The white-knuckle rage at John McCain and Lindsey Graham, the lone Republican critics of the Rand Paul filibuster, is no great shock. The most active, vocal members of the GOP base dislike both McCain and Graham, with an intensity that wavers between 7 and 9 on a 10 scale. What came off as a surprise was the amen chorus of anger from people who, generally, agree with those senators on foreign policy. For 24 hours, Jennifer Rubin's blog turned into a silo of Rand Paulophilia. Bill Kristol said that Paul could teach hawks plenty about tactics. Even the Heritage Foundation—the Heritage Foundation!—got into the hashtag game.
Why? Rubin has one explanation.
He wasn’t attacking the war on terror. He wasn’t attacking drone use overseas. He surely wasn’t attacking indefinite detention at Guantanamo for enemy combatants. He was objecting to the refusal of the administration to say whether it is constitutional to use drones on U.S. soil against U.S. citizens who are not combatants... It is not inconsistent, media mavens, to support drone use against terrorists overseas or to deal with enemy combatants at Gitmo outside the civilian judicial system and to oppose the ludicrous position that the government can target Americans on U.S. soil when they aren’t engaged in hostilities.
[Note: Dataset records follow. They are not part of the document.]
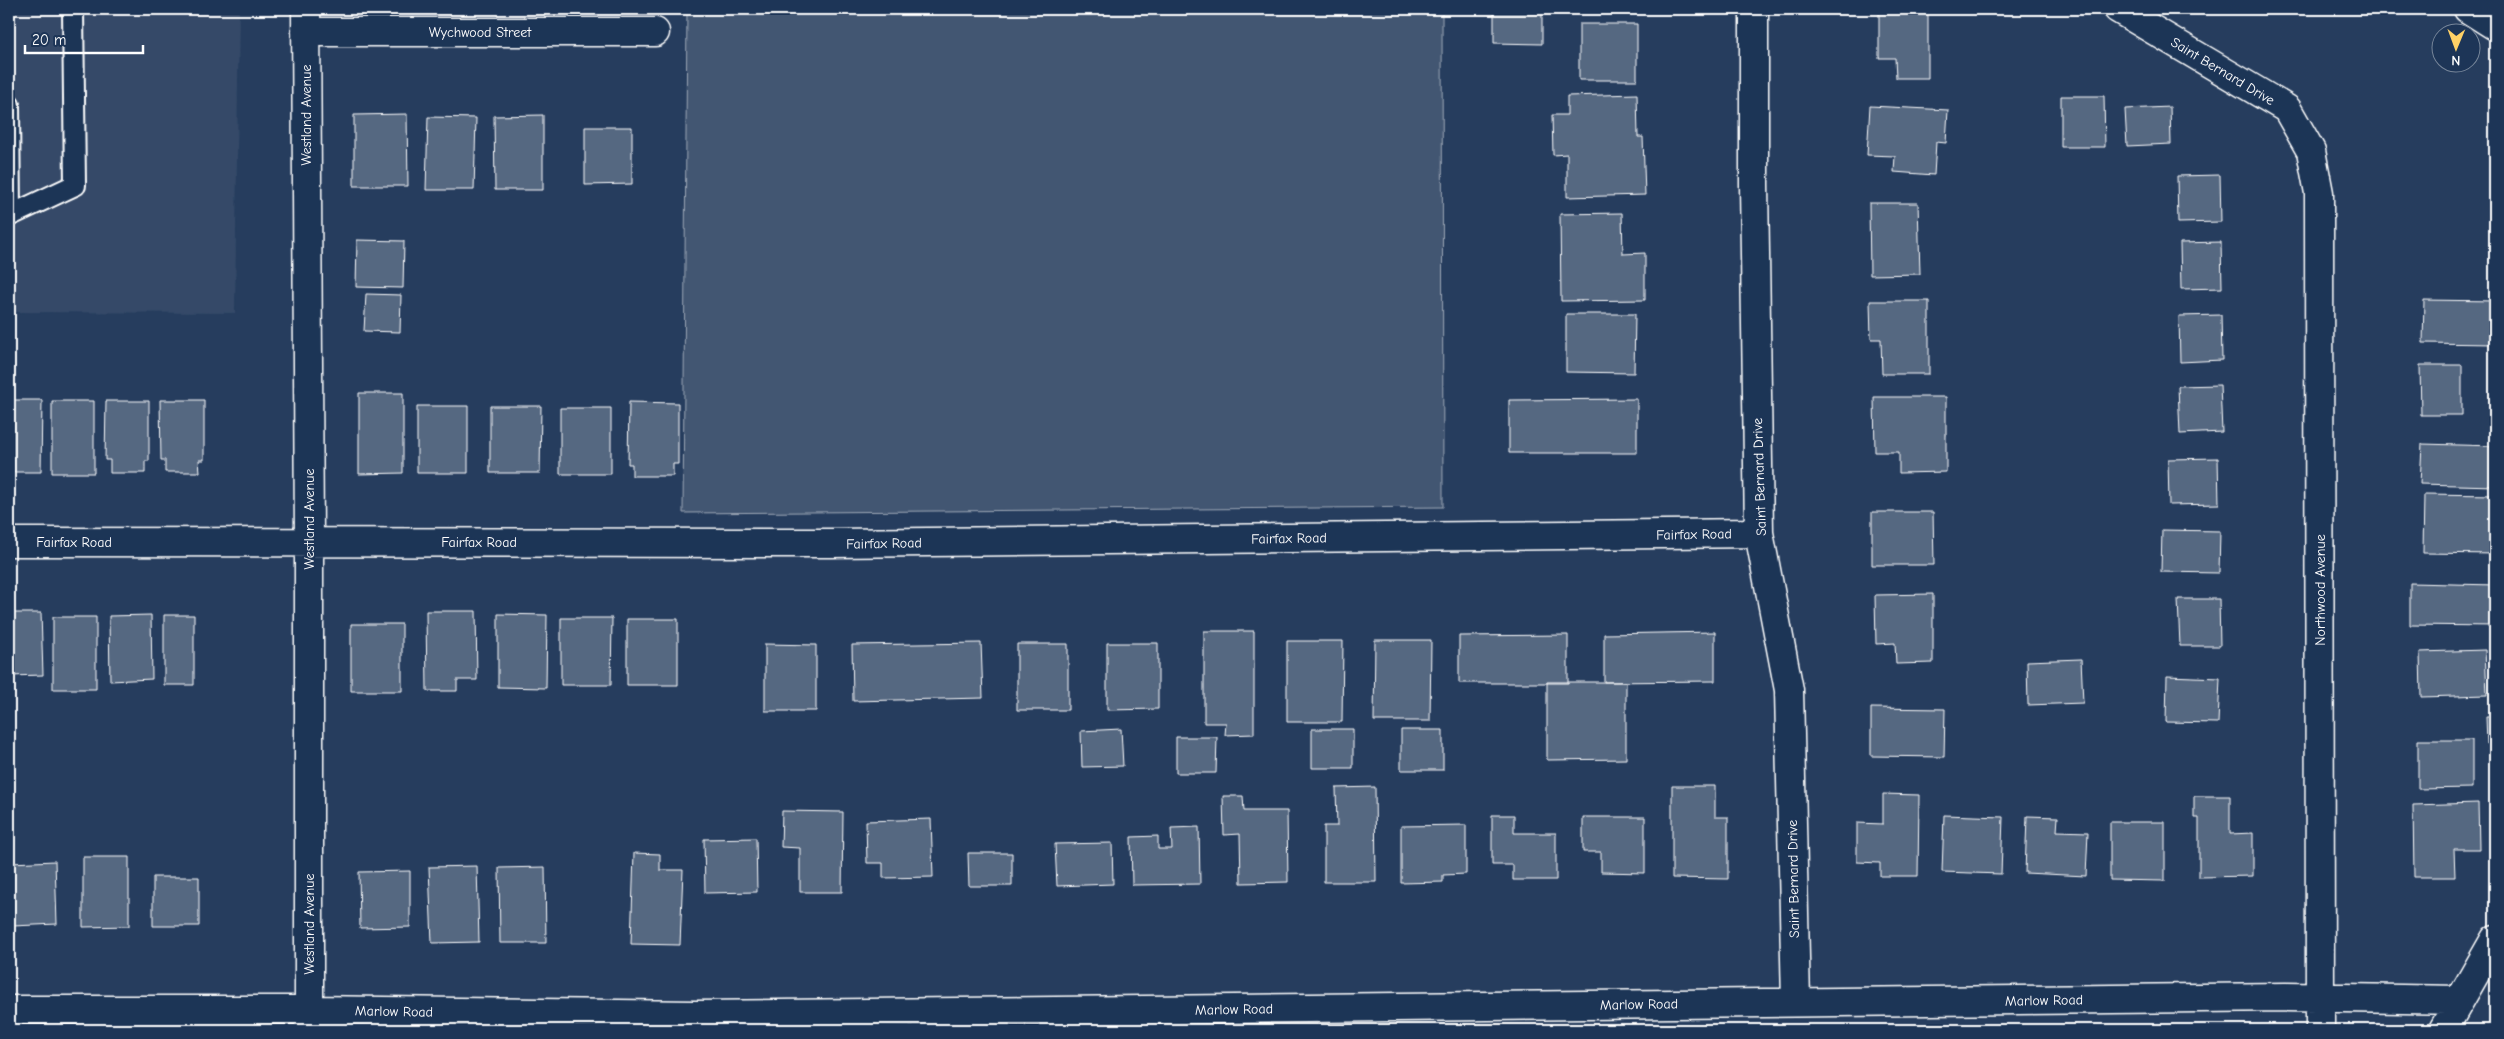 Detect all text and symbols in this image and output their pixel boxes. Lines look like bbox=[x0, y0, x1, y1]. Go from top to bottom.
scale bar bbox=[25, 22, 142, 54]
north arrow bbox=[2432, 22, 2482, 72]
street label: Wychwood Street bbox=[429, 24, 532, 41]
text: 20 m bbox=[32, 31, 66, 49]
street label: Saint Bernard Drive bbox=[2168, 34, 2278, 109]
text: N bbox=[2451, 52, 2460, 69]
street label: Westland Avenue bbox=[298, 65, 315, 165]
street label: Saint Bernard Drive bbox=[1749, 418, 1770, 536]
street label: Westland Avenue bbox=[301, 469, 318, 569]
street label: Fairfax Road bbox=[1656, 525, 1732, 544]
street label: Fairfax Road bbox=[1251, 529, 1327, 548]
street label: Fairfax Road bbox=[36, 534, 112, 551]
street label: Fairfax Road bbox=[441, 534, 517, 551]
street label: Fairfax Road bbox=[846, 534, 922, 553]
street label: Northwood Avenue bbox=[2312, 534, 2329, 646]
street label: Saint Bernard Drive bbox=[1784, 820, 1803, 938]
street label: Westland Avenue bbox=[301, 874, 318, 974]
street label: Marlow Road bbox=[2005, 991, 2083, 1010]
street label: Marlow Road bbox=[1600, 995, 1678, 1014]
street label: Marlow Road bbox=[1195, 1000, 1273, 1019]
street label: Marlow Road bbox=[355, 1002, 433, 1021] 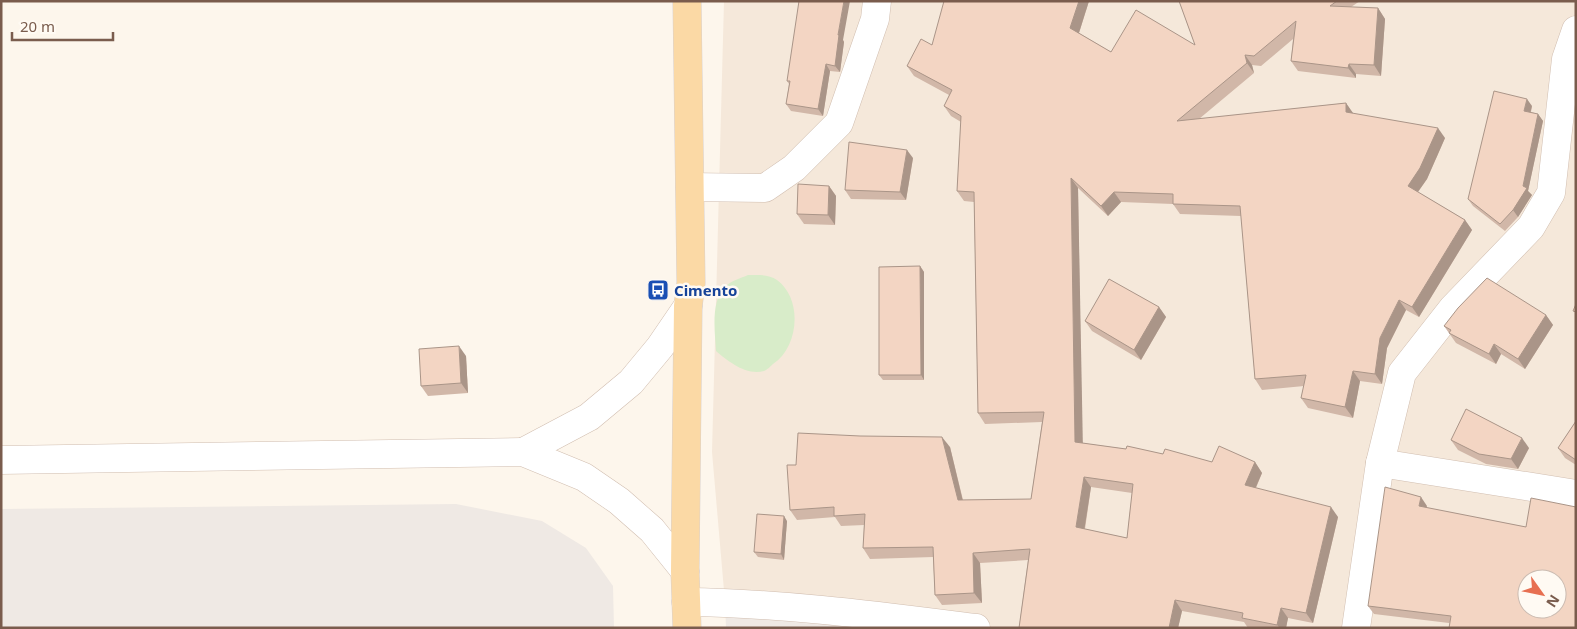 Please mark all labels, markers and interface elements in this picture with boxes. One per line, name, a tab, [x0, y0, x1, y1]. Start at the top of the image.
scale bar	[12, 10, 114, 42]
text: 20 m	[20, 16, 55, 36]
bus stop icon: Cimento	[646, 278, 670, 302]
place label: Cimento	[674, 280, 737, 300]
north arrow	[1517, 569, 1567, 619]
text: N	[1542, 591, 1564, 611] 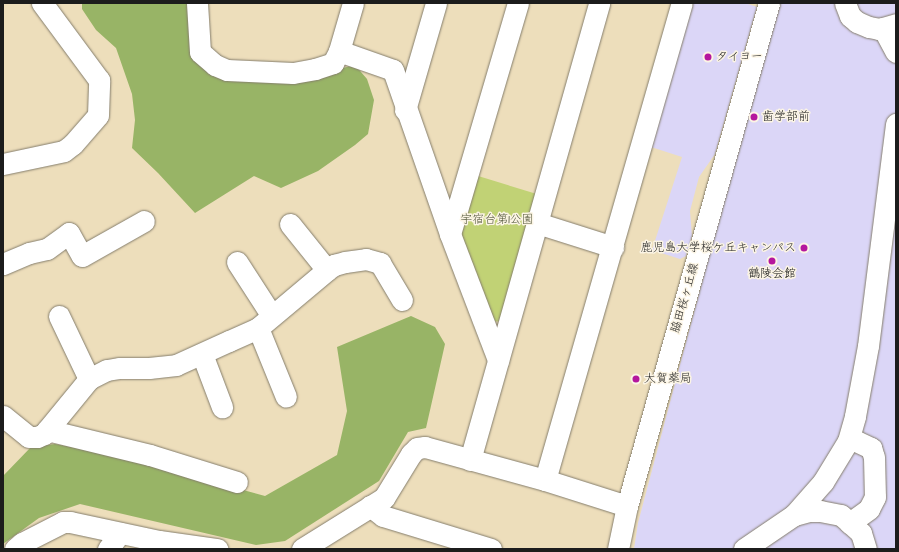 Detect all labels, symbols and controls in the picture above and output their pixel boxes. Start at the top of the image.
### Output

Exactly. You can agree with Paul on this point and further your overall argument that this imperial president is too soft on terror. That's what Heritage hinted at when my colleague asked whether its #StandWithRand move represented some sort of shift on drone policy. Heritage pointed him over to its current set of recommendations, which explain that drone warfare is an inapt replacement for an agressive GWOT—more defense money, more surveillance, calling terrorists "Islamists." There is no neoconservative shying away from drones, per se.